BCTs are often not deliberately stated in descriptions of behavioral interventions (Michie et al., 2009), and this holds true in the VR literature for motor rehabilitation. Thus, some aspects of the VR interventions that could be implied, but did not explicitly state the target behavior, could not be coded. Moreover, none of the included articles investigated individual components of their VR intervention. For this reason, it is difficult to identify the BCTs which provide the optimal augmentation of the VR intervention. However, interventions using graded tasks (taxonomy code: 8.7) and biofeedback (taxonomy code: 2.6) attributed the improved motor performance from the intervention to these components of the VR task. Graded tasks were used in 18 studies (56.3%), and biofeedback in 19 studies (59.4%). Twelve articles (37.5%) had VR tasks that used adaptability and interactivity together. A graded task is defined in the BCTTv1 as an intervention created to be initially easy to perform with increasing difficulty until the target behavior is accomplished. This speaks to the adaptability of the intervention. Biofeedback provides feedback about the state of the body using external monitoring. This suggests a level of interactivity in the VR task. This review suggests that these components improve patient engagement and motivation in the motor task (Schuler et al., 2011; Zimmerli et al., 2013) and should be considered for inclusion in future research.
As previously stated, only one article investigated the efficacy of individual components of their VR task. Zimmerli et al. found that adaptability leads to improvements in motor outcomes by allowing the VR task to be adapted to meet the individual needs of the user, and this produces the ideal psychophysiological state in which a participant is optimally stimulated, both mentally and physically (Zimmerli et al., 2013). Interactivity helps improve task-engagement, as well as optimizing rehabilitation potential and motor outcomes. Conversely, components of feedback frequency and goal setting were found to not produce a significant improvement in the motor performance of subjects with neurologic disorders.

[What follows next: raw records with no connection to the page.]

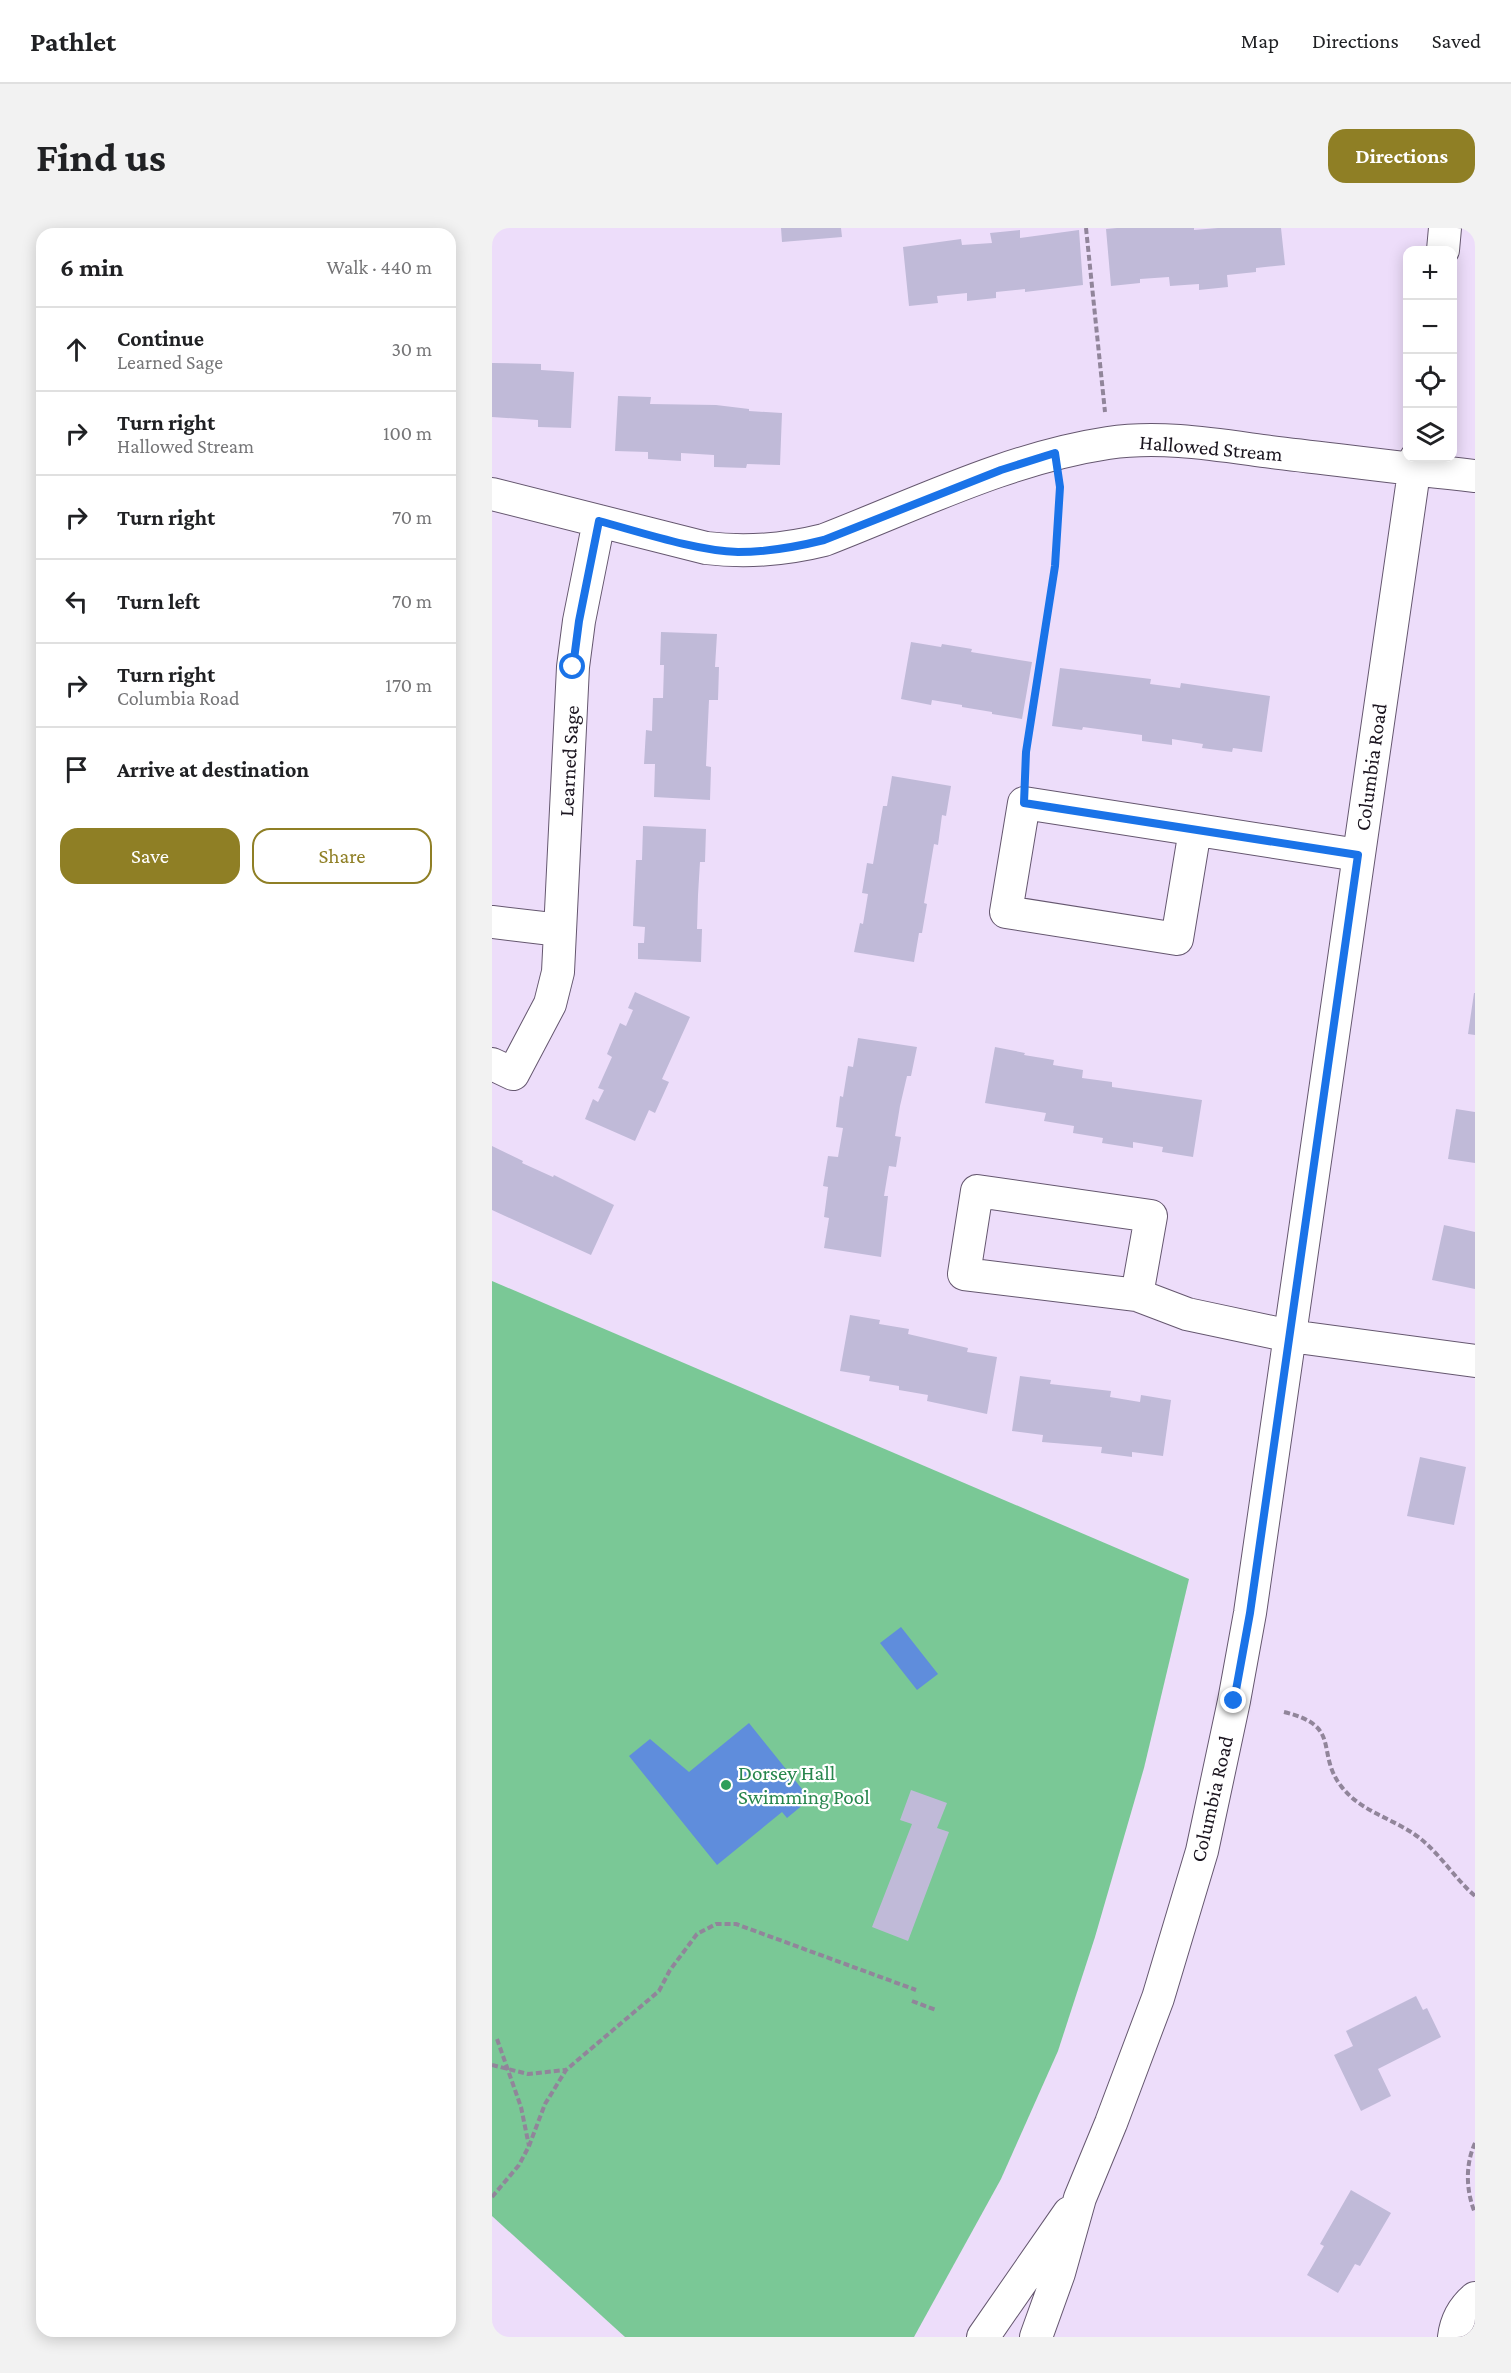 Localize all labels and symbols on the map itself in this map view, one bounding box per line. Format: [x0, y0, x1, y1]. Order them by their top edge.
street label: Hallowed Stream [1138, 430, 1284, 466]
route start [559, 653, 585, 679]
street label: Columbia Road [1350, 702, 1392, 832]
street label: Learned Sage [554, 705, 584, 817]
route end [1220, 1687, 1246, 1713]
street label: Columbia Road [1186, 1734, 1238, 1864]
place label: Dorsey Hall Swimming Pool [738, 1761, 870, 1809]
marker: Dorsey Hall Swimming Pool [719, 1778, 733, 1792] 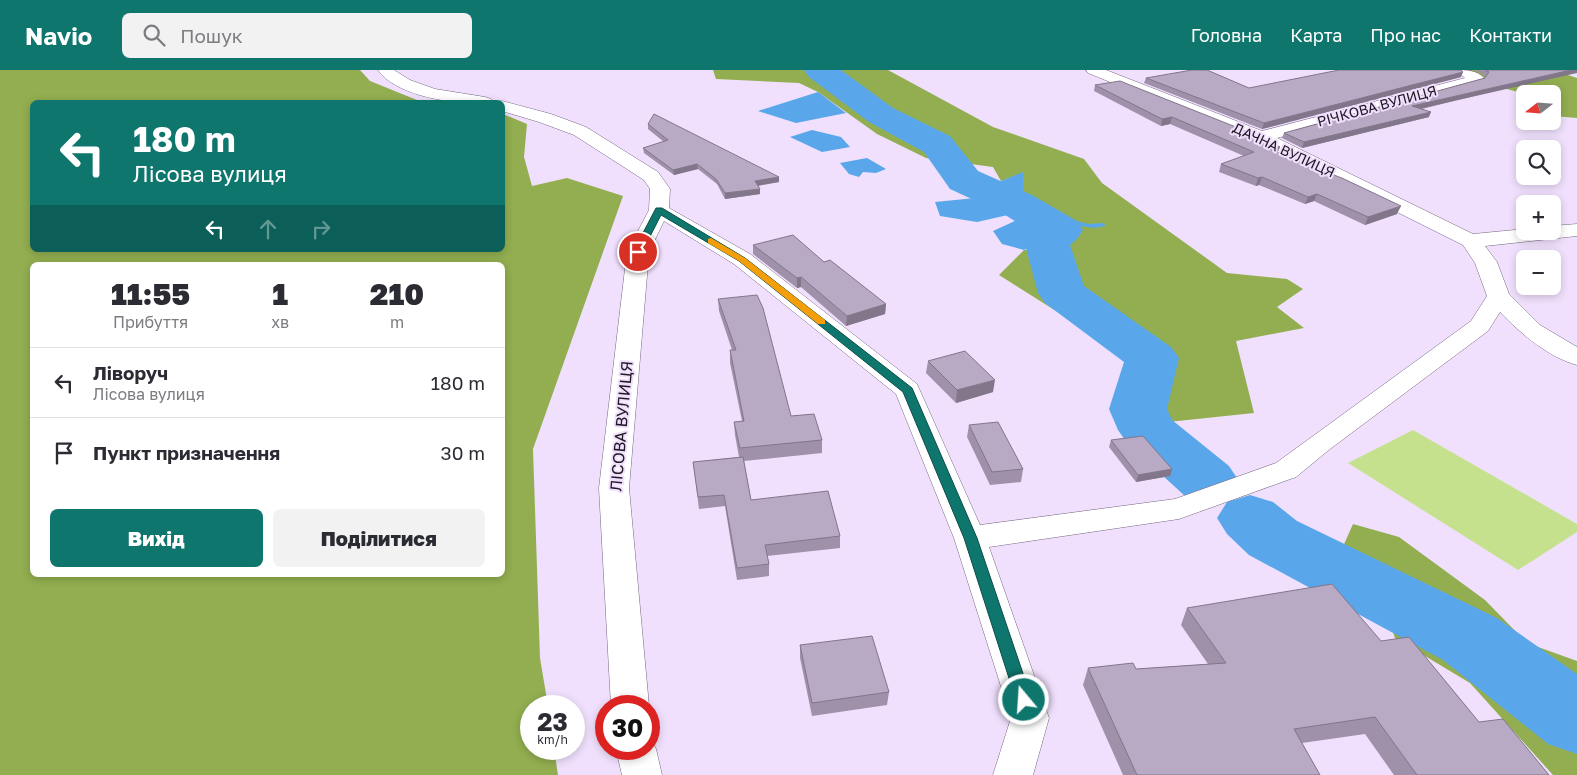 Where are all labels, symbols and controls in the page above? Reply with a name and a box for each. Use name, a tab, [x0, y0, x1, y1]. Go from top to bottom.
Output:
search box	[122, 13, 472, 58]
text: Navio	[25, 21, 92, 50]
icon: search	[140, 21, 168, 49]
text: Пошук	[180, 24, 243, 47]
text: Головна	[1191, 24, 1262, 46]
text: Карта	[1290, 24, 1342, 46]
text: Про нас	[1370, 24, 1441, 46]
text: Контакти	[1469, 24, 1552, 46]
street label: РІЧКОВА ВУЛИЦЯ	[1315, 81, 1439, 130]
north arrow	[1516, 85, 1561, 130]
map controls	[1516, 85, 1561, 295]
text: 180 m	[133, 118, 236, 160]
street label: ДАЧНА ВУЛИЦЯ	[1231, 118, 1338, 181]
icon: left	[50, 120, 115, 185]
button: search	[1516, 140, 1561, 185]
text: Лісова вулиця	[133, 160, 287, 187]
button: +	[1516, 195, 1561, 240]
icon: left	[201, 215, 229, 243]
icon: ahead	[254, 215, 282, 243]
icon: right	[307, 215, 335, 243]
pin	[617, 231, 659, 273]
icon: arrive	[624, 238, 652, 266]
button: −	[1516, 250, 1561, 295]
text: 11:55	[111, 276, 190, 312]
text: 1	[272, 276, 288, 312]
text: 210	[370, 276, 424, 312]
text: Прибуття	[113, 312, 188, 332]
text: хв	[271, 312, 289, 332]
text: m	[390, 312, 404, 332]
street label: ЛІСОВА ВУЛИЦЯ	[605, 360, 637, 492]
text: Ліворуч	[93, 361, 168, 384]
icon: left	[50, 369, 78, 397]
text: 180 m	[431, 371, 485, 394]
text: Лісова вулиця	[93, 384, 205, 404]
icon: arrive	[50, 439, 78, 467]
text: Пункт призначення	[93, 441, 280, 464]
text: 30 m	[441, 441, 485, 464]
button: Вихід	[50, 509, 263, 567]
button: Поділитися	[273, 509, 485, 567]
position arrow	[997, 673, 1049, 725]
speed limit sign: 30	[595, 695, 660, 760]
text: 23	[537, 706, 568, 737]
text: km/h	[537, 732, 568, 747]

In terms of neurologic rehabilitation, the goal of including tasks is to change behavior to improve motor outcomes. Behavior change is complex, requiring a combination of multiple components to produce the desired outcome (Michie et al., 2013). In this way, it is important to identify the BCTs currently used successfully in VR literature, as well as the shortcomings. In this review, coders looked for BCTs related to the specific recommended components of a VR intervention, as well as identify BCTs present in the VR task which were outside of these recommendations. In terms of the recommended VR components and their associated BCTs, feedback, adaptability and interactivity are the most widely used in the thirty-two articles reviewed. However, the remaining two components, goal setting and competition, were not incorporated well into the VR tasks included in this review. Outside the 5 recommended components, the most used BCT overall was behavioral practice (taxonomy code: 8.1); 84.4% of the studies created their VR intervention to rehearse the performance of the desired behavior which is important with regard to motor rehabilitation. Changing the environment to facilitate the desired behavior change is deemed restructuring the physical environment (12.1), this BCT was used in 15.6% of the studies. These studies created a dynamic component within their VR which was not present at the beginning of the task, restructuring the VE to influence the wanted behavior change.
From this review, it was observed that some BCTs are being integrated into VR tasks to meets the needs of the user and create meaningful changes in motor performance. These include feedback (behavior and outcomes), graded tasks, biofeedback and behavioral practice, and have been shown to change physical activity behavior (Duff et al., 2017; Samdal et al., 2017). Conversely, from the BCT literature, it has been shown that goal setting and self-monitoring is effective for creating behavior change in general (Michie et al., 2009). Self-monitoring of behavior was not used in any of the articles in this review, and goal setting was only incorporated into 3.1% of the studies in this review.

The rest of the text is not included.